*What to work on*
Write down exactly the lines from the one with "<h2>Por perto<small></small></h2>" to the end of the data, first and last included, and no others.

(Records contained in a dataset)

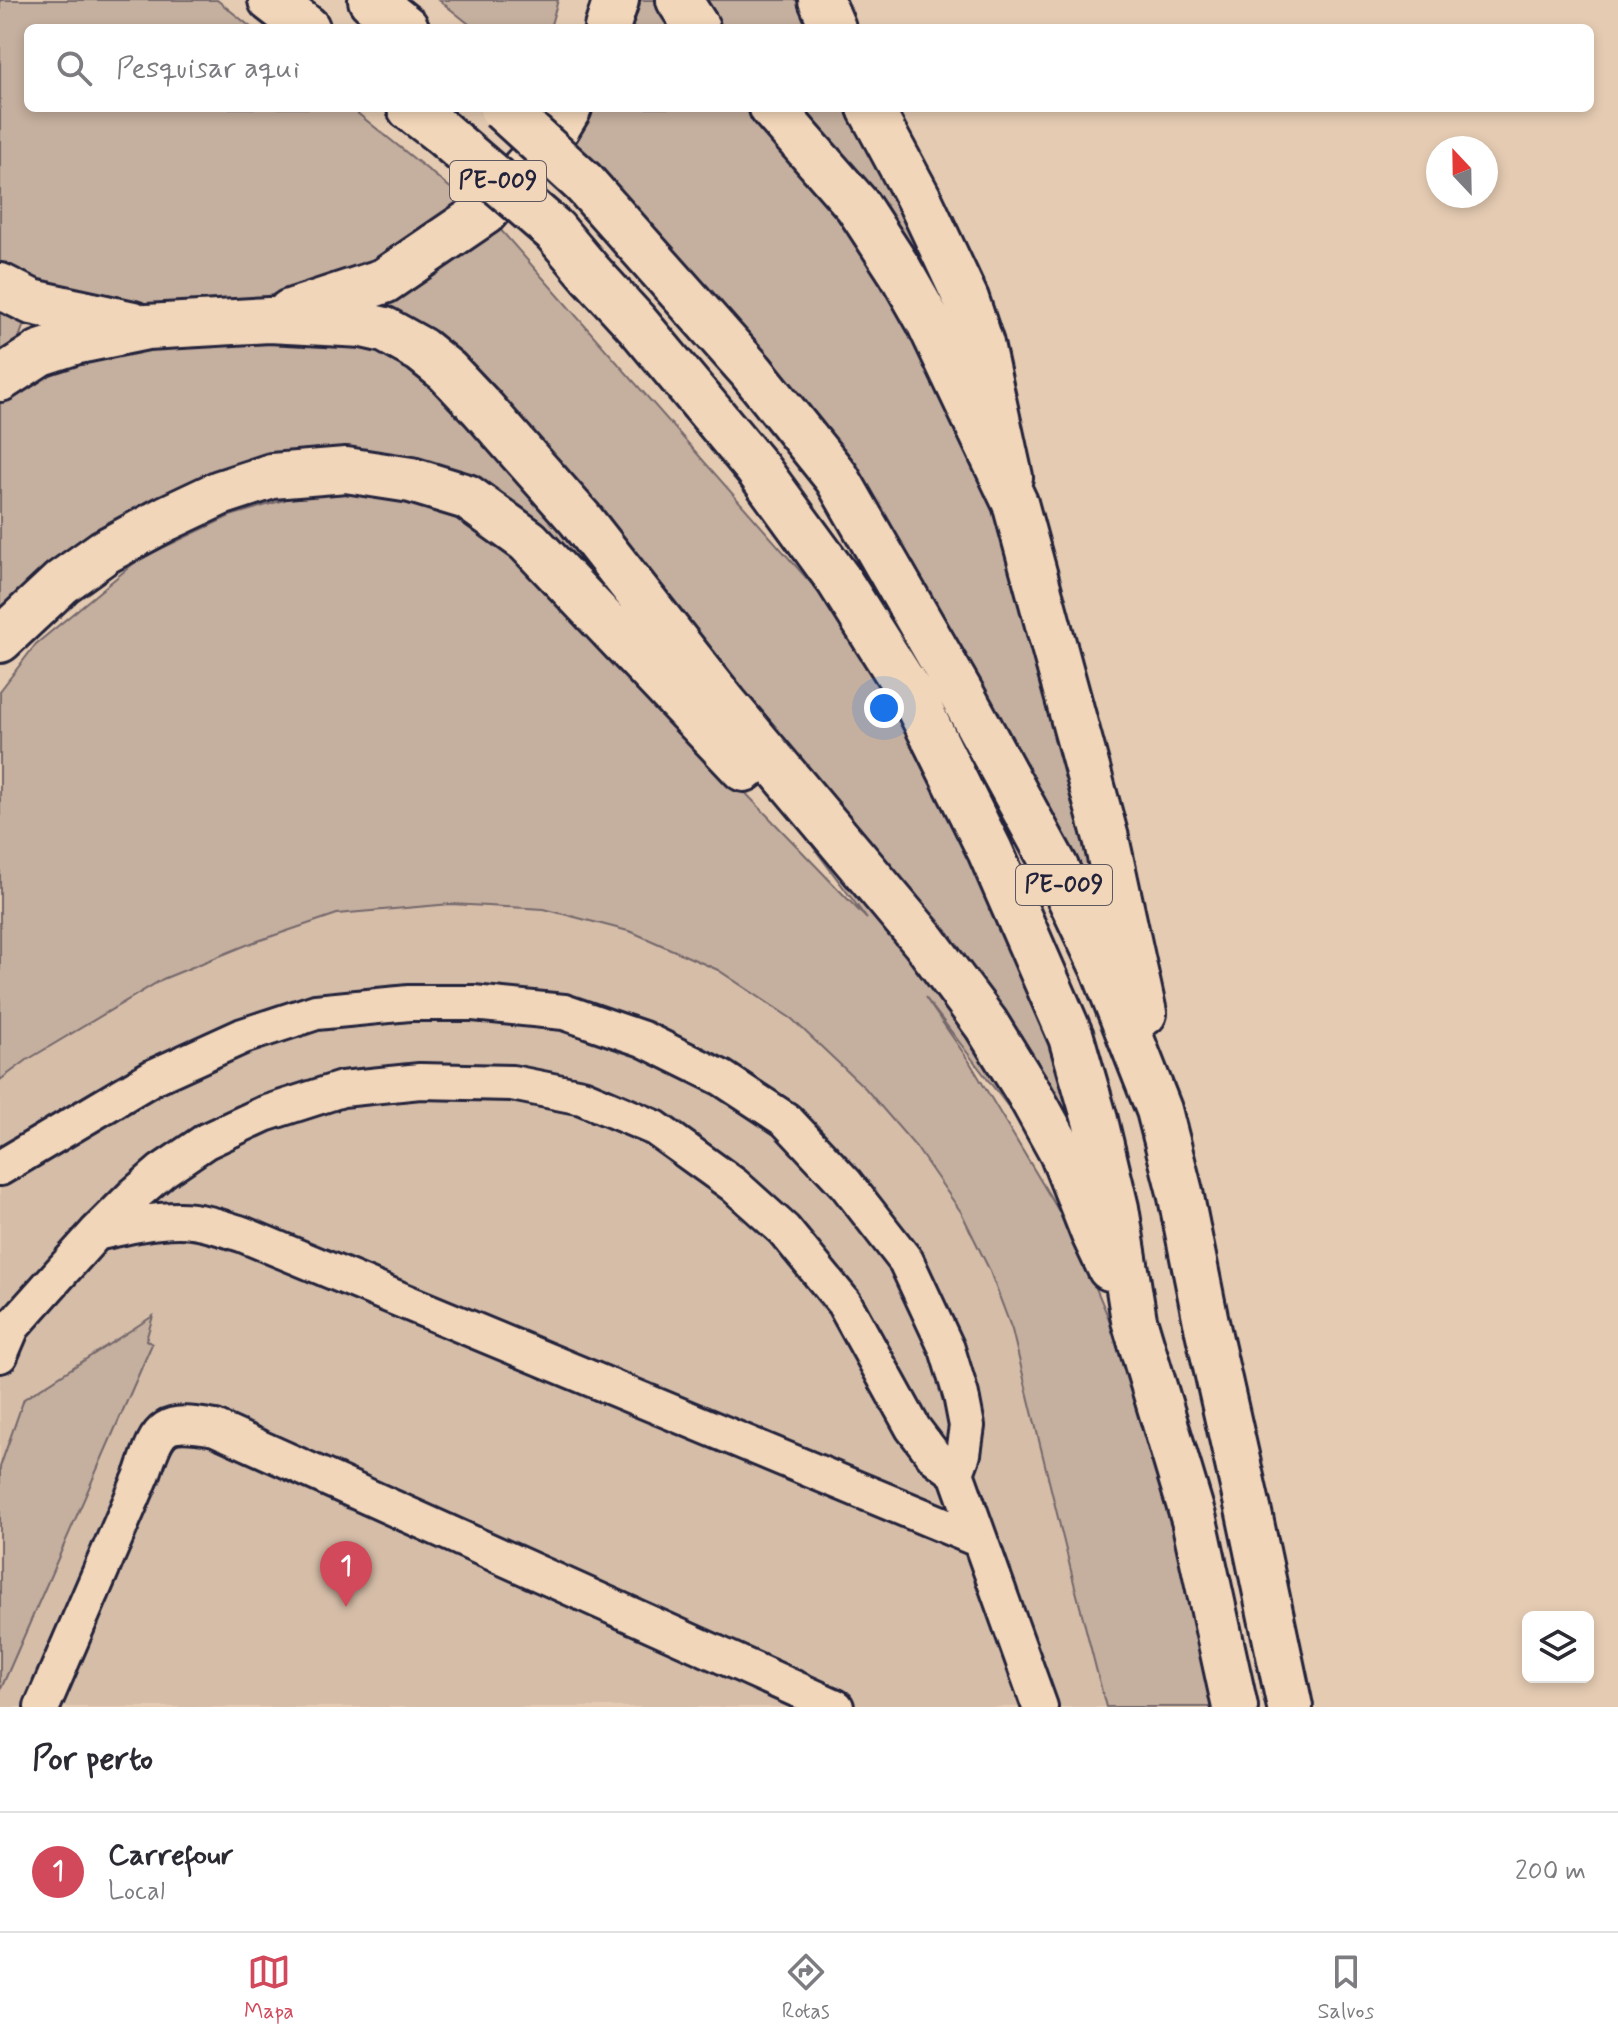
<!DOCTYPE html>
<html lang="pt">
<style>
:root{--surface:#fff;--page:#f7f7f7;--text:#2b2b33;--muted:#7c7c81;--line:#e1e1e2;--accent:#d1495b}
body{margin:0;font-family:Mynerve,sans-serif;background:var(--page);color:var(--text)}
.controls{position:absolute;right:24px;bottom:24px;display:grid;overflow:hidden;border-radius:12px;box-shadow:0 4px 12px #0003}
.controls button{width:72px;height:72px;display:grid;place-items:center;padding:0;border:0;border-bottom:2px solid var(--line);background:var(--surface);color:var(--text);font:40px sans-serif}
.compass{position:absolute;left:1426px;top:136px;width:72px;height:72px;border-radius:50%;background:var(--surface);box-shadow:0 4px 12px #0003;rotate:338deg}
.you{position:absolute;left:884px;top:708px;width:28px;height:28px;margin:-20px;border:6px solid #fff;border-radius:50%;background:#1a73e8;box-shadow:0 0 0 12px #1a73e833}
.badge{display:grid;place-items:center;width:52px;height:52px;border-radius:50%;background:var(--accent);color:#fff;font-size:26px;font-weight:700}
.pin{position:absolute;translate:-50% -66px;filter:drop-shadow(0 2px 4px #0008)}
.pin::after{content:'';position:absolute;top:42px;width:28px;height:24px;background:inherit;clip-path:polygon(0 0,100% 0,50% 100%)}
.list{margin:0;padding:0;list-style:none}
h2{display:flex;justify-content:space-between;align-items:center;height:104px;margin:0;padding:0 32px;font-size:34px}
h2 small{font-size:26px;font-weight:400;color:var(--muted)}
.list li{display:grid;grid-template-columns:52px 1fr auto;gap:24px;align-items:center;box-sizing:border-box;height:120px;padding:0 32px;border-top:2px solid var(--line)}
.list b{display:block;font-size:30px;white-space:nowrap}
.list p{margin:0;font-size:26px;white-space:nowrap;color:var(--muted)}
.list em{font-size:26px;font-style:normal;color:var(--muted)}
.icon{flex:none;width:44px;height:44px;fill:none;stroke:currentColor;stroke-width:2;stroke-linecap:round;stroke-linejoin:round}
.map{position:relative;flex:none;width:1618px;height:1707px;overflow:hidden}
.search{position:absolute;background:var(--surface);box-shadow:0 4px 12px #0003;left:24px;right:24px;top:24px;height:88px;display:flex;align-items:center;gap:20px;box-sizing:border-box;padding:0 28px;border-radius:12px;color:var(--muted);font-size:30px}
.sheet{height:224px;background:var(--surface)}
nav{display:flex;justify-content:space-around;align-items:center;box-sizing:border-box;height:112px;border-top:2px solid var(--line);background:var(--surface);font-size:22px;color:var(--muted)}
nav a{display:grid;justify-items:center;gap:4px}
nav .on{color:var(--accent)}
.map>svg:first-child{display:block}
.built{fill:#d5bda8}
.green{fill:#c5af9e;stroke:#74686c;stroke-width:2}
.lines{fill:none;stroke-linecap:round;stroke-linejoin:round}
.minor-casing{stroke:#22223b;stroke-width:40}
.major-casing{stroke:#22223b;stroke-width:50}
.highway-casing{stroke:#22223b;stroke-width:50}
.minor{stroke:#f2d6b9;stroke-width:34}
.major{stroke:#f2d6b9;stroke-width:44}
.highway{stroke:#f2d6b9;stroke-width:44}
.highway-bridge-casing{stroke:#22223b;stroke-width:50;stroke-linecap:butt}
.highway-bridge{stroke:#f2d6b9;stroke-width:44}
.labels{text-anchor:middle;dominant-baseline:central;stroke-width:6;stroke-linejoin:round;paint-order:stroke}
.shield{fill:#f2d6b9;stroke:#605861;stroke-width:2}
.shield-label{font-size:24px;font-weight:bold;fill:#22223b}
</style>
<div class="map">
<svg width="1618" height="1707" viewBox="0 0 1618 1707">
<rect width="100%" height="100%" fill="#e5cbb2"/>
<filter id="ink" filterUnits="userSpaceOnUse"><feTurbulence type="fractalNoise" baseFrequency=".0125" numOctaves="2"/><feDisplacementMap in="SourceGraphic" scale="16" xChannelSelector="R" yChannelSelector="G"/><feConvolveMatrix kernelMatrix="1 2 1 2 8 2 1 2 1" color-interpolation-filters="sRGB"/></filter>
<g filter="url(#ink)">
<path class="built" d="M 451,904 L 544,909 L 632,932 L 718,970 L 792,1019 L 865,1088 L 916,1147 L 961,1212 L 989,1269 L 1012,1330 L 1074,1583 L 1106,1707 L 0,1707 L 0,1080 L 27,1060 L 163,979 L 249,944 L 337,914 Z"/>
<path class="green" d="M 0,0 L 217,0 L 252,28 L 28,28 L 28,108 L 351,108 L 468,202 L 394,255 L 275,294 L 153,325 L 269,320 L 485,212 L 917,704 L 1045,978 L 1111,1242 L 925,997 L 969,1061 L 1075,1238 L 1138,1388 L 1226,1707 L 1106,1707 L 1074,1583 L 1012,1330 L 989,1269 L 961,1212 L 916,1147 L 865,1088 L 792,1019 L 718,970 L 632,932 L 544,909 L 451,904 L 337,914 L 249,944 L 163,979 L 27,1060 L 0,1080 L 0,691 L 36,644 L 139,559 L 230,516 L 294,497 L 369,492 L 440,507 L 506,551 L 627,670 L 867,919 L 781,804 L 527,545 L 411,480 L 220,493 L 63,553 L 0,617 L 0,389 L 146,327 L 32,302 L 6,374 L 0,379 Z
M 439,0 L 558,0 L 550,28 L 474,28 Z
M 616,0 L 821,0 L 835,28 L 605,28 Z
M 565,108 L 874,108 L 920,201 L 1048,623 L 1150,1041 L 855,477 L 549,141 Z
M 153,1316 L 146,1340 L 152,1344 L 0,1691 L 0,1467 L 24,1399 Z"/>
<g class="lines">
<defs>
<path id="minor" d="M 0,1168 L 153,1077 L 243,1036 L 316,1012 L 409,1003 L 473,1003 L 564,1012 L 643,1039 L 722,1078 L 786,1120 L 846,1184 L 906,1261 L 947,1349 L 961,1395 L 967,1426 L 963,1454 L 956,1473
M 96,1233 C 122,1227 151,1220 179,1220 C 201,1220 222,1228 242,1234 L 980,1540
M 0,1355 L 12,1327 L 96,1233 L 133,1196 L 162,1171 L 206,1141 L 264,1114 L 342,1089 L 420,1081 L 512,1083 L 582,1097 L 655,1128 L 734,1185 L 784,1230 L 844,1303 L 913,1428 L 935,1457 L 956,1473 L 1040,1707
M 42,1707 L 143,1473 C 159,1424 164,1419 215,1428 L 836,1707"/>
<path id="major" d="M 821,0 L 833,28
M 870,108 L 920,201 L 966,299 L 981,344 L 1010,477"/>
<path id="highway" d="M 271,0 L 307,28
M 371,0 L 406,28
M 679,0 L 697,28
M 607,28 L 616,0
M 410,108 L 441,132
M 772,108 L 857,205 L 900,271 L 929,322 L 1015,503 L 1106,838 L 1144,1013
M 584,183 L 751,371 L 837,478 L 963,697 L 1055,866 L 1104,970 L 1159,1110 L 1180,1192 L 1206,1322 L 1249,1513 L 1290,1707
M 554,230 L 591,274 L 637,324 L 757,468 L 838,579 L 917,704 L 990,851 L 1071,1037 L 1095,1120 L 1116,1208 L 1134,1320 L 1194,1520 L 1235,1707
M 0,286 L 32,302 L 133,324
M 290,312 L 384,281 L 485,212 L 549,141 L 569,108
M 0,379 L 40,353 L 74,342 L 147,327 L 269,320 L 363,325 L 385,330 L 421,350 L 447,371 L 482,408 L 580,519 L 725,704 L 925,942 L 986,1024 L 1030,1095 L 1062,1153 L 1093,1232 L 1110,1268
M 0,640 L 62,582 L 104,552 L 167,518 L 220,493 L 272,476 L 346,470 L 411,480 L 467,497 L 528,541 L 744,769"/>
</defs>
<use href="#minor" class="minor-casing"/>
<use href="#major" class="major-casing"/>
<use href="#highway" class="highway-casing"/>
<use href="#minor" class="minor"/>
<use href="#major" class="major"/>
<use href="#highway" class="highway"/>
<defs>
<path id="highway-bridge" d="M 502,108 L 584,183
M 441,132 L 554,230"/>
</defs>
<use href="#highway-bridge" class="highway-bridge-casing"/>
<use href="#highway-bridge" class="highway-bridge"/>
</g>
</g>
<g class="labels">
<g class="shield">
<rect x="450" y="161" width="96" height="40" rx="6"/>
<rect x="1016" y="865" width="96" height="40" rx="6"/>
</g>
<g class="shield-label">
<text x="498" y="181">PE-009</text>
<text x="1064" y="885">PE-009</text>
</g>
</g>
</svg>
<div class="controls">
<button><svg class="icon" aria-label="layers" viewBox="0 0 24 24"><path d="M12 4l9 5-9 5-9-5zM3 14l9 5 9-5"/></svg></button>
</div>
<svg class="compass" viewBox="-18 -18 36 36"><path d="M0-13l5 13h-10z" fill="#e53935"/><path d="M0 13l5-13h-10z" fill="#7c7c81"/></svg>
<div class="you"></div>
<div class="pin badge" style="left:346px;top:1607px">1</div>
<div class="search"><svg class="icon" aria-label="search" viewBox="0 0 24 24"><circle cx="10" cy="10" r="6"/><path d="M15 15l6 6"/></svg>Pesquisar aqui</div>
</div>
<section class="sheet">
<h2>Por perto<small></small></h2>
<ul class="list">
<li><span class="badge">1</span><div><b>Carrefour</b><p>Local</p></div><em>200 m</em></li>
</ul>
</section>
<nav>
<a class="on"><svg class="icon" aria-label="map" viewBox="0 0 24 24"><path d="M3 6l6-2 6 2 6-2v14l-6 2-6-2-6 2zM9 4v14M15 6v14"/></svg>Mapa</a>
<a><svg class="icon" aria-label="directions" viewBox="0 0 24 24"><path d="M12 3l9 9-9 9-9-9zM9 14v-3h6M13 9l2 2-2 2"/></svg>Rotas</a>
<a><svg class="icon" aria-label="saved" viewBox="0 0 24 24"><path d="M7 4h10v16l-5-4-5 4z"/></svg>Salvos</a>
</nav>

*Output below*
<h2>Por perto<small></small></h2>
<ul class="list">
<li><span class="badge">1</span><div><b>Carrefour</b><p>Local</p></div><em>200 m</em></li>
</ul>
</section>
<nav>
<a class="on"><svg class="icon" aria-label="map" viewBox="0 0 24 24"><path d="M3 6l6-2 6 2 6-2v14l-6 2-6-2-6 2zM9 4v14M15 6v14"/></svg>Mapa</a>
<a><svg class="icon" aria-label="directions" viewBox="0 0 24 24"><path d="M12 3l9 9-9 9-9-9zM9 14v-3h6M13 9l2 2-2 2"/></svg>Rotas</a>
<a><svg class="icon" aria-label="saved" viewBox="0 0 24 24"><path d="M7 4h10v16l-5-4-5 4z"/></svg>Salvos</a>
</nav>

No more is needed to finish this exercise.